[Task material Boundary: Start]
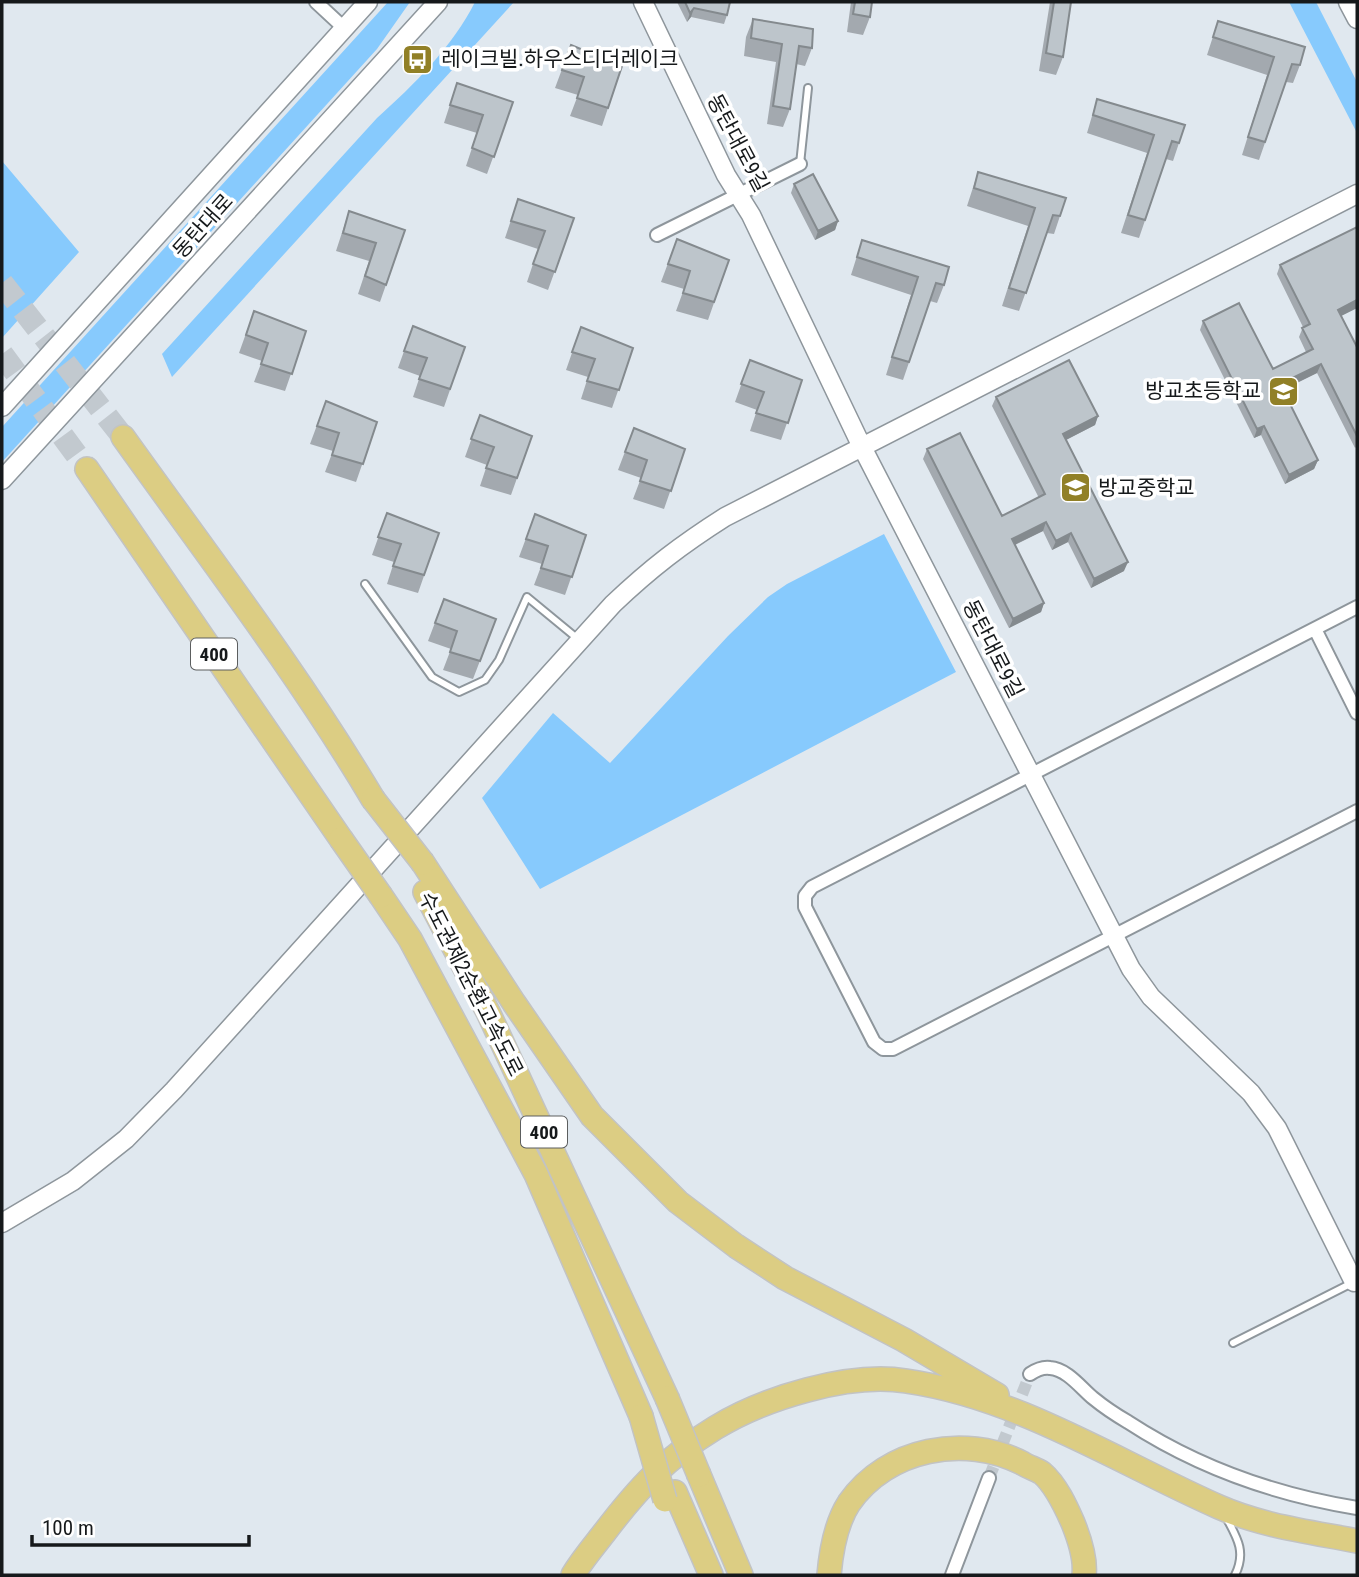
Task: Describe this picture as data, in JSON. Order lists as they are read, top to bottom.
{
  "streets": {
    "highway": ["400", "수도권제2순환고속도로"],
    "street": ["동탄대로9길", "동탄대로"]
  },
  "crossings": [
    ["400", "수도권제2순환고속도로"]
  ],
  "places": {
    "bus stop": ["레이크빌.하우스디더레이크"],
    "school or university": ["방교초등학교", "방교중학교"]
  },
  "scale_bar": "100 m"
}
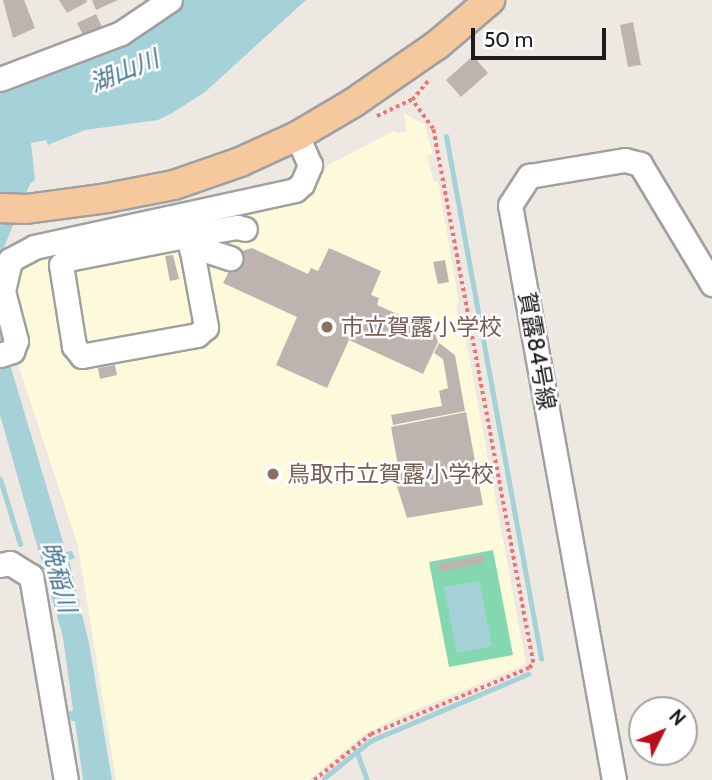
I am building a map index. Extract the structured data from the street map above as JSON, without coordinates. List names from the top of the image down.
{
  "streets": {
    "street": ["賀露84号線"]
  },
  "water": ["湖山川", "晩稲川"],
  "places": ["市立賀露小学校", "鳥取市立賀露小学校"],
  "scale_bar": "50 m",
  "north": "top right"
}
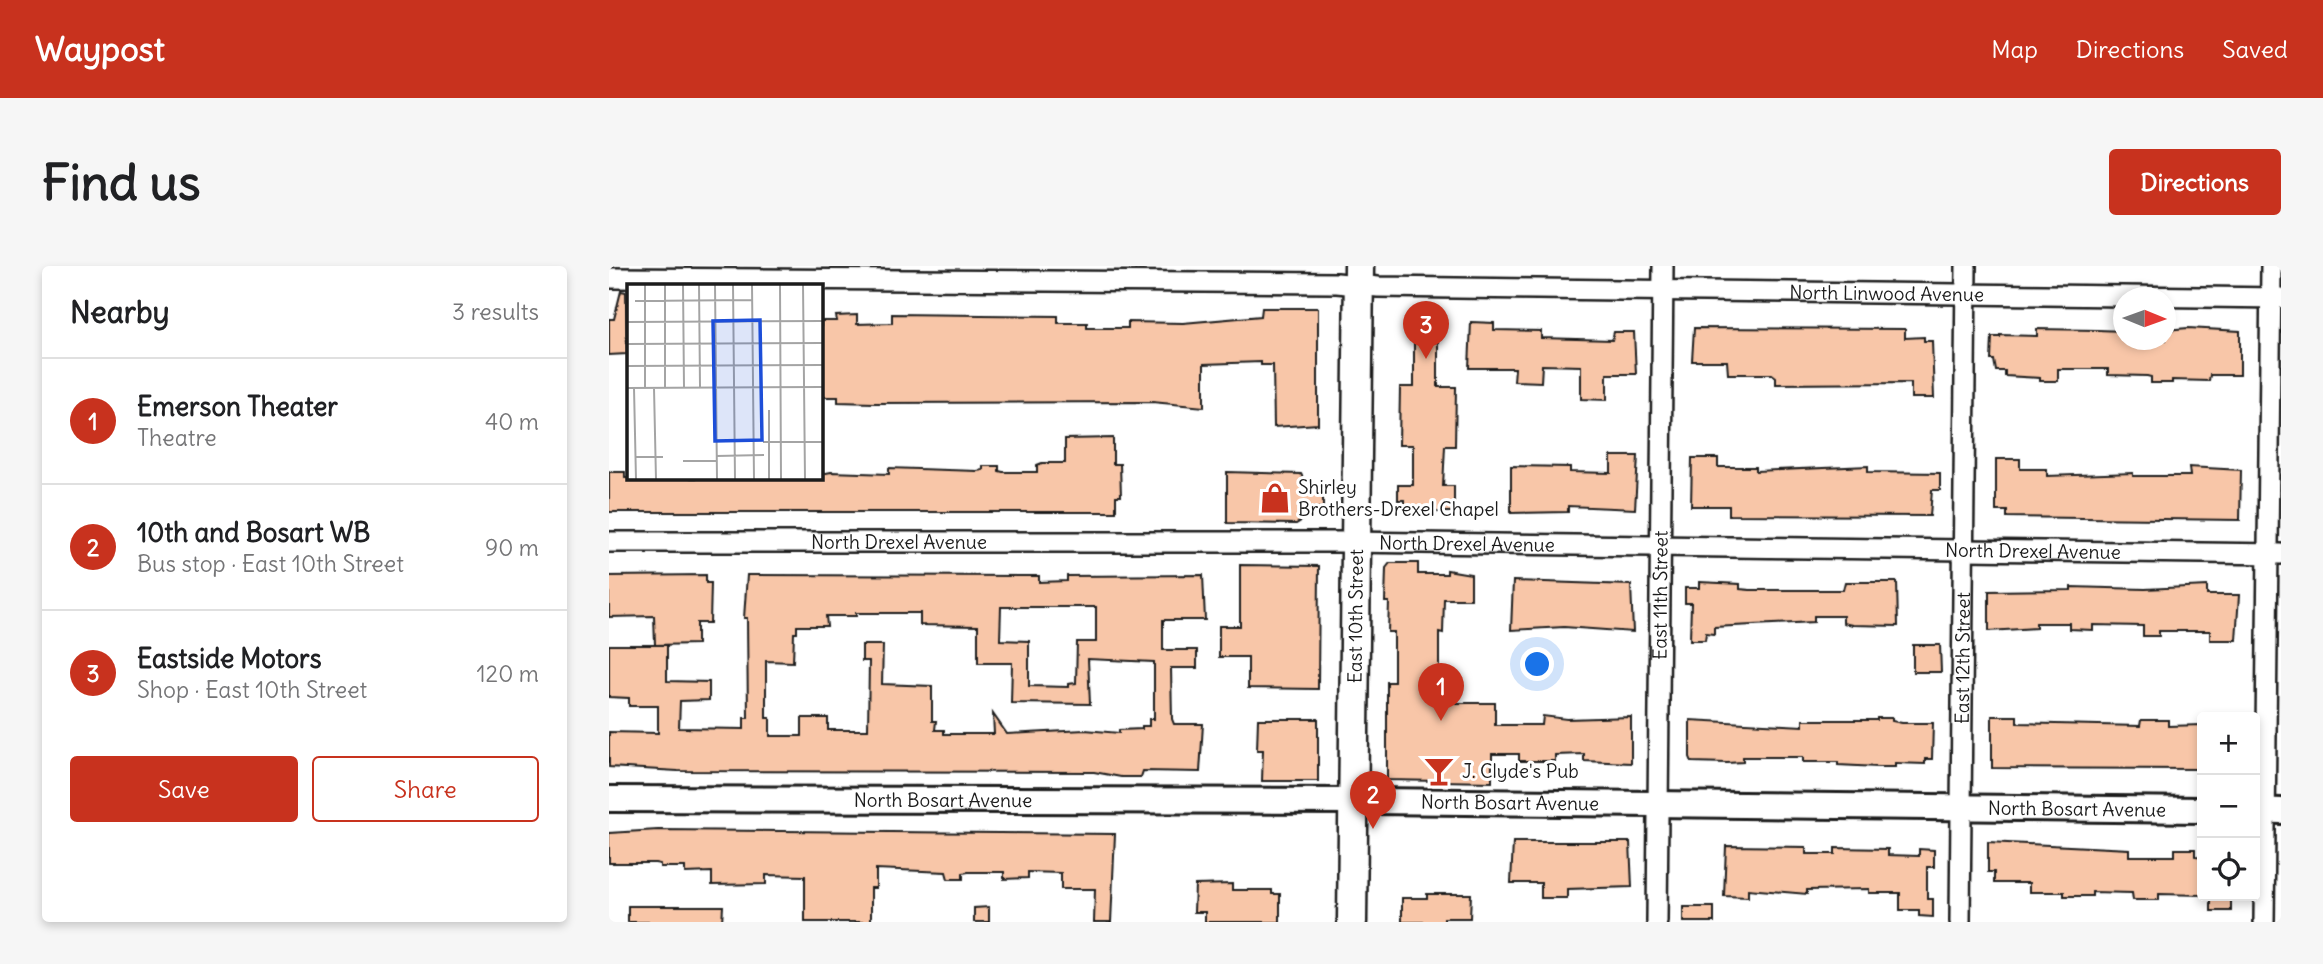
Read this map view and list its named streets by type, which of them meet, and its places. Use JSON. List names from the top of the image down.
[Task material Boundary: End]
**Required action:** Begin at the line containing "I am building" and stop at the last line of the data. Repeat only those lines, exactly, and leave out the pictures.

**Solved exercise:**
I am building a map index. Extract the structured data from the street map above as JSON, without coordinates. List names from the top of the image down.
{
  "streets": {
    "street": ["賀露84号線"]
  },
  "water": ["湖山川", "晩稲川"],
  "places": ["市立賀露小学校", "鳥取市立賀露小学校"],
  "scale_bar": "50 m",
  "north": "top right"
}
Read this map view and list its named streets by type, which of them meet, and its places. Use JSON. List names from the top of the image down.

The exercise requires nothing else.